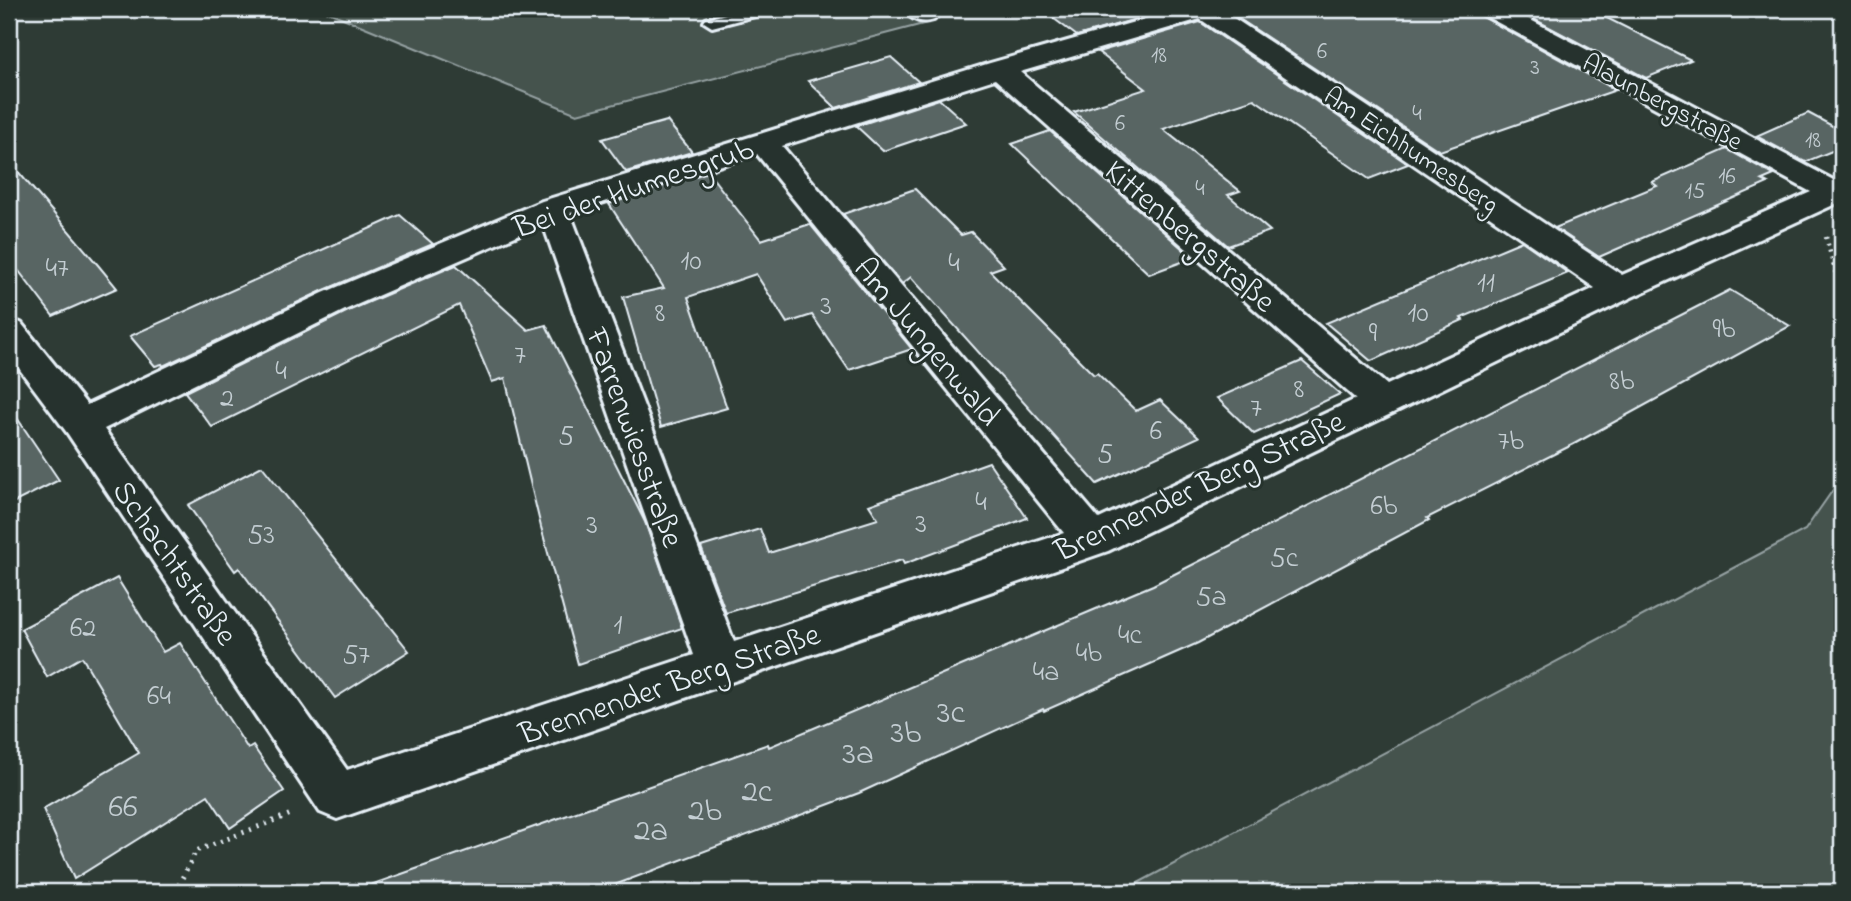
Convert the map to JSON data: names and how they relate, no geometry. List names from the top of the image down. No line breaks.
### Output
{"streets":{"street":["Alaunbergstraße","Am Eichhumesberg","Bei der Humesgrub","Kittenbergstraße","Am Jungenwald","Farrenwiesstraße","Brennender Berg Straße","Schachtstraße"]},"crossings":[["Alaunbergstraße","Brennender Berg Straße"],["Am Eichhumesberg","Bei der Humesgrub"],["Am Eichhumesberg","Brennender Berg Straße"],["Bei der Humesgrub","Kittenbergstraße"],["Bei der Humesgrub","Am Jungenwald"],["Bei der Humesgrub","Farrenwiesstraße"],["Bei der Humesgrub","Schachtstraße"],["Kittenbergstraße","Brennender Berg Straße"],["Am Jungenwald","Brennender Berg Straße"],["Farrenwiesstraße","Brennender Berg Straße"],["Brennender Berg Straße","Schachtstraße"]],"house_numbers":["6","18","3","4","6","18","16","4","15","10","4","47","11","3","8","10","9b","9","7","4","8b","8","2","7","6","5","7b","5","4","6b","3","3","53","5c","5a","1","62","4c","4b","57","4a","64","3c","3b","3a","2c","66","2b","2a"]}
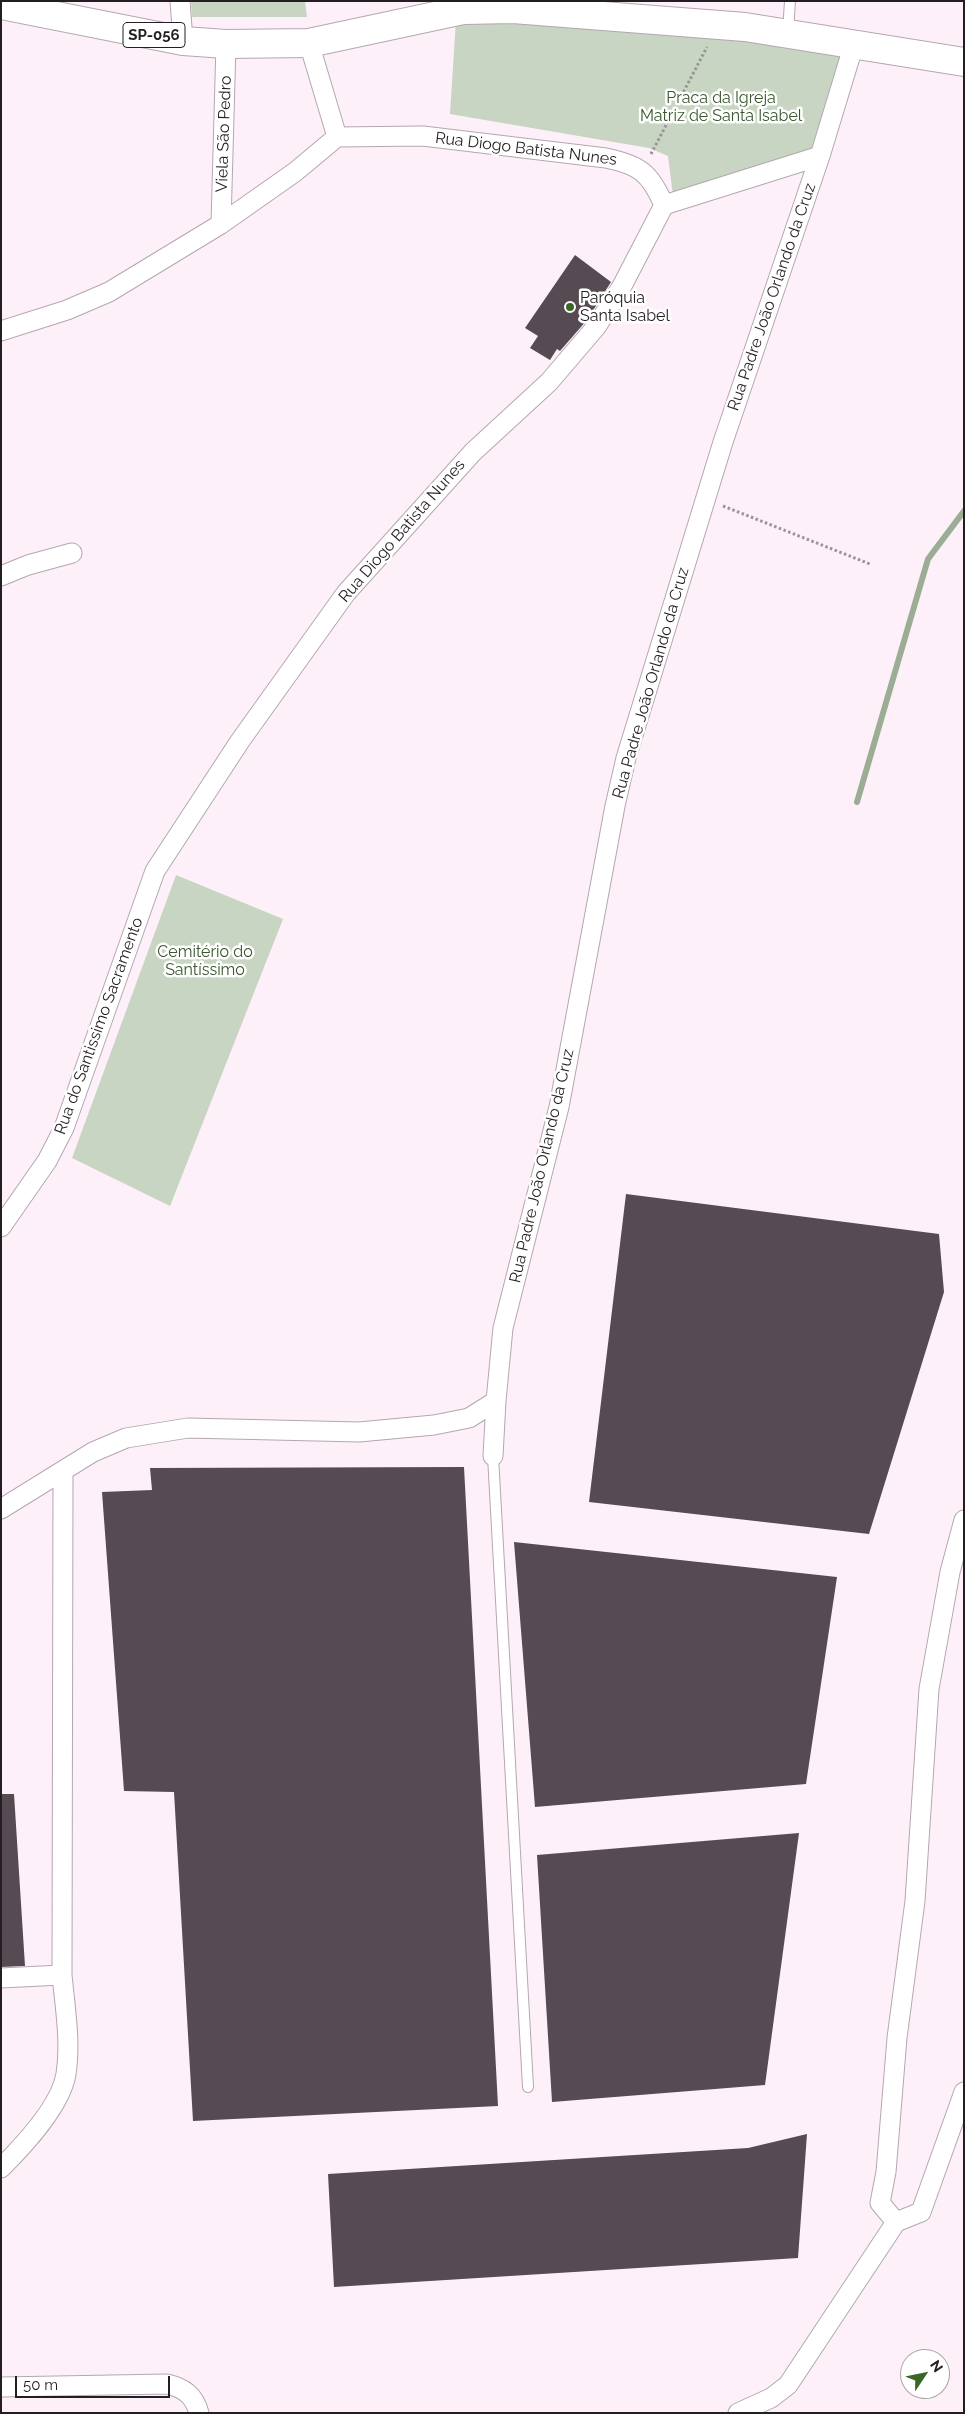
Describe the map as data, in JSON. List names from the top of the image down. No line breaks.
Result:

————

[Your instructions]:
Excluding images, return all of the records above word for word.

[Output below]:
Convert the map to JSON data: names and how they relate, no geometry. List names from the top of the image down. No line breaks.
### Output
{"streets":{"street":["Alaunbergstraße","Am Eichhumesberg","Bei der Humesgrub","Kittenbergstraße","Am Jungenwald","Farrenwiesstraße","Brennender Berg Straße","Schachtstraße"]},"crossings":[["Alaunbergstraße","Brennender Berg Straße"],["Am Eichhumesberg","Bei der Humesgrub"],["Am Eichhumesberg","Brennender Berg Straße"],["Bei der Humesgrub","Kittenbergstraße"],["Bei der Humesgrub","Am Jungenwald"],["Bei der Humesgrub","Farrenwiesstraße"],["Bei der Humesgrub","Schachtstraße"],["Kittenbergstraße","Brennender Berg Straße"],["Am Jungenwald","Brennender Berg Straße"],["Farrenwiesstraße","Brennender Berg Straße"],["Brennender Berg Straße","Schachtstraße"]],"house_numbers":["6","18","3","4","6","18","16","4","15","10","4","47","11","3","8","10","9b","9","7","4","8b","8","2","7","6","5","7b","5","4","6b","3","3","53","5c","5a","1","62","4c","4b","57","4a","64","3c","3b","3a","2c","66","2b","2a"]}
Describe the map as data, in JSON. List names from the top of the image down. No line breaks.
Result:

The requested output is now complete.